One of the things that stands out is how the Catholic church (CC) behaves when under attack or in the face of embarrassment. It isn’t just aggressive. It is vicious. It acts no differently than mafia bosses facing prosecution. I concluded years ago that the CC is an organize crime operation. Attorneys involved in lawsuits against the CC adopted the same tactics and laws that federal prosecutors used to go after mafia families. The CC has actually been sued under US laws specifically passed to prosecute organized crime groups and families. 

This fun snibble is about sleazy Vatican shenanigans in Rome, but this is a fun one for sure. The NYT writes:
A Vatican Auditor Says He Dug Up Too Much Dirt, and Was Buried

Libero Milone is suing the Vatican for wrongful dismissal after he said he found cardinals siphoning off funds. The Vatican has hit him with a criminal investigation of its own.

On June 19, 2017, the Vatican gendarmes entered the offices of the church’s chief auditor. They confiscated his phone and iPad, threw his papers on the floor and ordered the fire brigade to smash open a locked metal filing cabinet, from which they extracted a document that they said proved he was abusing resources to spy on top Vatican cardinals.

“Now you have to confess,” they demanded, according to the auditor, Libero Milone. Faced, he said, with being thrown in a Vatican jail, Mr. Milone signed resignation papers.

In the ensuing five years, the Vatican has done much to clean up its financial act. Cardinal Giovanni Angelo Becciu, one of the prelates whom Mr. Milone was accused of spying on, and who Mr. Milone believes masterminded his ouster, has himself been removed from his powerful position by Pope Francis and is on trial in the Vatican for embezzlement and abuse of office and defrauding the church in connection with a disastrous London real estate deal.
Those darned Popes and Cardinals are a feisty but festive bunch for sure.
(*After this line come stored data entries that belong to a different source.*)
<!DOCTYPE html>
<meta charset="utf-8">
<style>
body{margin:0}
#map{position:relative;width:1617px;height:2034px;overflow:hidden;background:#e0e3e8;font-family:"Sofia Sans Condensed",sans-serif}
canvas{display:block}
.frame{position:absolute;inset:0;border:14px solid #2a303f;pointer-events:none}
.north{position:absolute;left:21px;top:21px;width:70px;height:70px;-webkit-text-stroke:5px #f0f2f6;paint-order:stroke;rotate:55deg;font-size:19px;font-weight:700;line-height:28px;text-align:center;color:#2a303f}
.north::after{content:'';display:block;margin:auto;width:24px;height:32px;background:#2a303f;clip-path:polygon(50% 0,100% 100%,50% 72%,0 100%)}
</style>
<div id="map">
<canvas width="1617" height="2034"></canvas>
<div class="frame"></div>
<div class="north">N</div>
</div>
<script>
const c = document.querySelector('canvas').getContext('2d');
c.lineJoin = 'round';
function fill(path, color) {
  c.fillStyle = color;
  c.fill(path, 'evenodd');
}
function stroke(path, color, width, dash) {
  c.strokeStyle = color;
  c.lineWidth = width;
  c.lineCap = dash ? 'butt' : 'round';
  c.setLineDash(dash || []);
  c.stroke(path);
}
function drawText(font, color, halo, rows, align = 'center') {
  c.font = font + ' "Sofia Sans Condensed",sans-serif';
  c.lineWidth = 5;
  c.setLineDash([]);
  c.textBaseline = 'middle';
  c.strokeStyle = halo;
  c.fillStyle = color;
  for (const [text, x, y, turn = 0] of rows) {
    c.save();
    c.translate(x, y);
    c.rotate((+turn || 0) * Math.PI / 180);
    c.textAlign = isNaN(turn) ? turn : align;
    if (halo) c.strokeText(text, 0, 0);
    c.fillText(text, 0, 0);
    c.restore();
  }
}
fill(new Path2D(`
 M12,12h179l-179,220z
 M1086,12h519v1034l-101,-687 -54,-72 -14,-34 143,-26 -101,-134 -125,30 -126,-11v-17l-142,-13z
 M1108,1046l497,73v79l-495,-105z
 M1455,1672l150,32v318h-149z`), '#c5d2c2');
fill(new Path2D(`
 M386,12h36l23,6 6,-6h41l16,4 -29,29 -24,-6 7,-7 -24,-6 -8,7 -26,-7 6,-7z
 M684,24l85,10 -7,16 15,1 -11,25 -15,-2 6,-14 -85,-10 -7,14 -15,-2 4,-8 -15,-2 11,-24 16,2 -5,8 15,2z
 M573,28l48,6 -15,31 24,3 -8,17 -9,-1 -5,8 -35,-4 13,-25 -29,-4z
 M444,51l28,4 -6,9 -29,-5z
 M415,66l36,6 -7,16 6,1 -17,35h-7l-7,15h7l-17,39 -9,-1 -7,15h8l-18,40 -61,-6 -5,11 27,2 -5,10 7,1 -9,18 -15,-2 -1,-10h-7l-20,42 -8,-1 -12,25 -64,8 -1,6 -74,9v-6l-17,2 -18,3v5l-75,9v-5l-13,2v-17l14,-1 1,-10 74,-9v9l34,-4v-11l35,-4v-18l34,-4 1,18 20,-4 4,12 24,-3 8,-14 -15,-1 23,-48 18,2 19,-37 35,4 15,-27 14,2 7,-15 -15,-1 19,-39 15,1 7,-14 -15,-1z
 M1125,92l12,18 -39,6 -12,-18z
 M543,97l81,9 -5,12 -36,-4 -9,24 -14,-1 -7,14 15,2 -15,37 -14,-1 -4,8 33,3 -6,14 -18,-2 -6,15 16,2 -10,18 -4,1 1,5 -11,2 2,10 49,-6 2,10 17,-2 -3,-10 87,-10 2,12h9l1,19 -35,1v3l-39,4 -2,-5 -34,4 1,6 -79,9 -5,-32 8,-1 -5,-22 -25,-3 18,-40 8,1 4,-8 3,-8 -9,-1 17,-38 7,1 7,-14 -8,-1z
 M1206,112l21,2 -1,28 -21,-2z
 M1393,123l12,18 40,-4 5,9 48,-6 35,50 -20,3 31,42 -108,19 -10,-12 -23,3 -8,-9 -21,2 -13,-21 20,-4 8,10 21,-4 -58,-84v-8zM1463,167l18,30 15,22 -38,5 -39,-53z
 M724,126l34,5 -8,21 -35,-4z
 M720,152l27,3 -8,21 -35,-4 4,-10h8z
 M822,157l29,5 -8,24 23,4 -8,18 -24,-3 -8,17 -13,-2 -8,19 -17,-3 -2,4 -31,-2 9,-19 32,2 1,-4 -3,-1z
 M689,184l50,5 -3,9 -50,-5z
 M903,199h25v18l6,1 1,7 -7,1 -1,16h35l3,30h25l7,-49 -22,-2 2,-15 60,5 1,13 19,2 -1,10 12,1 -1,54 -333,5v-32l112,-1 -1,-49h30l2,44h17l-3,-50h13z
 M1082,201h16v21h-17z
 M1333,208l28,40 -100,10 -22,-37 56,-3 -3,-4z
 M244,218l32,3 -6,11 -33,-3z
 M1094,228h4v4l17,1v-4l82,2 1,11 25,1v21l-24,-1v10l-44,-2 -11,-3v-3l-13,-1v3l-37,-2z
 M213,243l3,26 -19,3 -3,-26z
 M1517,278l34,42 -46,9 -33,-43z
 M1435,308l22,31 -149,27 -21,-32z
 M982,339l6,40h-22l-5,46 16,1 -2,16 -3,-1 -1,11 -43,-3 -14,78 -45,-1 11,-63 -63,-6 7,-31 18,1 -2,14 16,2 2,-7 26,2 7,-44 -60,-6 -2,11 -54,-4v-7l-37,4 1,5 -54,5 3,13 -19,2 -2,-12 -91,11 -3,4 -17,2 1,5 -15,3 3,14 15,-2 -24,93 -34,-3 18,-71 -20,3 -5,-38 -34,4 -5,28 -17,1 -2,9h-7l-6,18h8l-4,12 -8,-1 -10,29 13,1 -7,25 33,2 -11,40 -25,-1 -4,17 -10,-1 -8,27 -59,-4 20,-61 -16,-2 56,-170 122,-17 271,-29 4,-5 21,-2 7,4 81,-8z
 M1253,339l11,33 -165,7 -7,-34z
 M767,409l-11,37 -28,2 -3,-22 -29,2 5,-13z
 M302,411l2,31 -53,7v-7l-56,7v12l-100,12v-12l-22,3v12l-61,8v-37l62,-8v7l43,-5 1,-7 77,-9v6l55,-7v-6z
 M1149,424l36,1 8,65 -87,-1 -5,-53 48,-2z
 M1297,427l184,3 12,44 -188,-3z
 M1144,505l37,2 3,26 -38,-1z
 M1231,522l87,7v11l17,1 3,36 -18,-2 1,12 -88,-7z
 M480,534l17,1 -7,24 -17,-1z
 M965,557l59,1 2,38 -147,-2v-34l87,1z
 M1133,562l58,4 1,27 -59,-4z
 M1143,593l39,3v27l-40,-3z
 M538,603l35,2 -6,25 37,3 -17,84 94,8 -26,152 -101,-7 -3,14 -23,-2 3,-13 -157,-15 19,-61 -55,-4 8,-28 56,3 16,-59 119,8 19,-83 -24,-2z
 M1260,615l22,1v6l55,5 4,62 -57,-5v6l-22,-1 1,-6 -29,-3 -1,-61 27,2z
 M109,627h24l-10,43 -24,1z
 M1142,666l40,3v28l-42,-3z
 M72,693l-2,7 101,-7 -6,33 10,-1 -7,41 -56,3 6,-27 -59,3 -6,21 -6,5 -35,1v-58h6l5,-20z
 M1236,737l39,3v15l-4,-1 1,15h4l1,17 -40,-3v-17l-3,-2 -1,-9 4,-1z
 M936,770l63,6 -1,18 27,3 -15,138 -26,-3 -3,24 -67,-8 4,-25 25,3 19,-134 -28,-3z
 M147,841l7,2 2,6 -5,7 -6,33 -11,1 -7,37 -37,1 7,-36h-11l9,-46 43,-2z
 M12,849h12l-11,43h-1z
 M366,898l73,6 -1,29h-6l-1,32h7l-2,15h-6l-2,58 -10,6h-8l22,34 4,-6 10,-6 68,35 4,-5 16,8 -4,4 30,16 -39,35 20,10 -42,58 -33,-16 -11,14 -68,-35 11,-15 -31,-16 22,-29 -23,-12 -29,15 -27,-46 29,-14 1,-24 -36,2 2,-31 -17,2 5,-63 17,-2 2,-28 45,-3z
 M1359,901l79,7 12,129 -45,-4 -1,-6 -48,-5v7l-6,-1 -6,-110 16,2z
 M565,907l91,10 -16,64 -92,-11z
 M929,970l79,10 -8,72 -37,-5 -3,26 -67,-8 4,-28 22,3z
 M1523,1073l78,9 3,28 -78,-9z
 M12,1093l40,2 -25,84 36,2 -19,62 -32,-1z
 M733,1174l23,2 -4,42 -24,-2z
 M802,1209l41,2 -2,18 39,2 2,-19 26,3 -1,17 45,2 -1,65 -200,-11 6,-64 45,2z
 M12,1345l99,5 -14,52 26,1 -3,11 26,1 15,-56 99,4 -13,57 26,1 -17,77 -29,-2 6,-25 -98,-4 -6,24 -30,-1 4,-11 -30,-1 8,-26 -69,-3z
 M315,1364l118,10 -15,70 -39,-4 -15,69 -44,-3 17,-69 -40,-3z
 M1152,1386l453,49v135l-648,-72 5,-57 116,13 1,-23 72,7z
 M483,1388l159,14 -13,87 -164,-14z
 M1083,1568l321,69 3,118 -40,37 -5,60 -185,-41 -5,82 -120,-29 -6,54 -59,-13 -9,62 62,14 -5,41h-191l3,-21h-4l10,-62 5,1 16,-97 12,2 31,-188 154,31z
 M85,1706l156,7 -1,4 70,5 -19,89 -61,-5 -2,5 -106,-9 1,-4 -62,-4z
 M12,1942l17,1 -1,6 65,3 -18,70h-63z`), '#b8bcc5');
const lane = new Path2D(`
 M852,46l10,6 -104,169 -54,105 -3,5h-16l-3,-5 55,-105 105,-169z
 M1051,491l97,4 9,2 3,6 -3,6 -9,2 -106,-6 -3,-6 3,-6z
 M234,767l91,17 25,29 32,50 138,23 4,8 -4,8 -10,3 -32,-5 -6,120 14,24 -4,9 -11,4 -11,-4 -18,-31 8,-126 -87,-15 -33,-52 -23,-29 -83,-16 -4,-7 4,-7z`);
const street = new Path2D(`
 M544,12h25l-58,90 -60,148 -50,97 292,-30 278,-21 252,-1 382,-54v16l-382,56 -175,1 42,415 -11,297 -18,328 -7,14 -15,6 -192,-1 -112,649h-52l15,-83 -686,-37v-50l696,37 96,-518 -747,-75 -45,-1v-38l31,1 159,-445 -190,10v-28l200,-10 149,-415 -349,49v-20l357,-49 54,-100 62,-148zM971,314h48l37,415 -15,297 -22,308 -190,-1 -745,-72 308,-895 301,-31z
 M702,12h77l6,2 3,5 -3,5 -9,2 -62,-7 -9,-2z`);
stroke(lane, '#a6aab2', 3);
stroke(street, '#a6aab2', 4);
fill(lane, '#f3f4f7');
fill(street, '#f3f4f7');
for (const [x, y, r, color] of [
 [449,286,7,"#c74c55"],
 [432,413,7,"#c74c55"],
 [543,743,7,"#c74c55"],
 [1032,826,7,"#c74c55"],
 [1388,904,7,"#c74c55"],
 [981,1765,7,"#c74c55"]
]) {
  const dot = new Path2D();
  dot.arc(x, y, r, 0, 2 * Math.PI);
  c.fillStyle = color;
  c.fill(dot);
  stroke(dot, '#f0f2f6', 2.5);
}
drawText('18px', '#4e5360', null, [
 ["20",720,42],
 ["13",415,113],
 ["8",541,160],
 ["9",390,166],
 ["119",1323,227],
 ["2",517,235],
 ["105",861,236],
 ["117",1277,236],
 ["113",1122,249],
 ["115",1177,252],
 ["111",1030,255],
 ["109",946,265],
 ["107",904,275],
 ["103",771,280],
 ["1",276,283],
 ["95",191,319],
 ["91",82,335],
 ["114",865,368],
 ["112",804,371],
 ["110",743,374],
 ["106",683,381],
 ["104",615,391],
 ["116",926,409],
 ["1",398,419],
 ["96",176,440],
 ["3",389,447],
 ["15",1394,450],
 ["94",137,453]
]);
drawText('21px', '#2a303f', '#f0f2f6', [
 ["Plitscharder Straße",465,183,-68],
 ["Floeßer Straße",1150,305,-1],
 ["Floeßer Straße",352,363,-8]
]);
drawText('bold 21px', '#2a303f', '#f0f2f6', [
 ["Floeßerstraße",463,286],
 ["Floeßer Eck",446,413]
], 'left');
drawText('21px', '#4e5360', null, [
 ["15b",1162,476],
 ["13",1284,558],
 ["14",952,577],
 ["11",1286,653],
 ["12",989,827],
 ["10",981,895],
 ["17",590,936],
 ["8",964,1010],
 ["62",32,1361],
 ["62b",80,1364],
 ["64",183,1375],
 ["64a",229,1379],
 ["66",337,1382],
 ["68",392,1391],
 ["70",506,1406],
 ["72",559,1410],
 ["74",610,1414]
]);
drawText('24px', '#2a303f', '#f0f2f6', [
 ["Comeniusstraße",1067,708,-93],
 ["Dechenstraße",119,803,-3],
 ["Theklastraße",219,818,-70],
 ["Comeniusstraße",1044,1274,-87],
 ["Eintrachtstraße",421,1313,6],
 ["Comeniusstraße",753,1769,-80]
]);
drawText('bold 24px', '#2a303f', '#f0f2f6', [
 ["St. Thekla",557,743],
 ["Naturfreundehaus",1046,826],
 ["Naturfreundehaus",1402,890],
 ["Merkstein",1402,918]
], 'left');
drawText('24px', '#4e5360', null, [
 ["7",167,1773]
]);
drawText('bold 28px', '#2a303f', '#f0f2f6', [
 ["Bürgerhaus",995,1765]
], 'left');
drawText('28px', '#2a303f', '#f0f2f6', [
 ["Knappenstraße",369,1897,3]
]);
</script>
The politics going on in Vatican City reminds me of . . . .   



From the Hey, whats going on here! files: 
Christian nationalists must be feeling persecuted
because God is smiting the wrong people
The NYT writes about the election of non-heterosexual politicians in Oregon, Colorado and Massachusetts:
Tina Kotek, a progressive Democrat who faced a pair of well-funded challengers, was elected to lead Oregon, according to The Associated Press.

Ms. Kotek’s victory, declared on Thursday, will make her and Maura Healey, the barrier-breaking attorney general who won the Massachusetts governor’s race this week, [some of] the first openly lesbian governors in American history.

Voters previously elected a gay man as governor (Jared Polis of Colorado, who was re-elected on Tuesday) and a bisexual woman (Kate Brown of Oregon, elected in 2015), both of whom are also Democrats.
As we all know by now, Christian nationalists (CNs) hate non-heterosexual people and non-heterosexuality. They openly demand the freedom to legally discriminate against and oppress members of the LGBQTN community. That is core dogma, ordained, sanctioned and blessed by the heterosexual, White Anglo-Saxon male CN God himself. CNs consider the mere existence and acceptance of non-heterosexuals in American government, society or commerce to constitute vicious secularist persecution of, and an enormous burden on, their innocent beliefs and practices.

From the CN point of view, God is smiting the wrong people. Hey, whats going on here!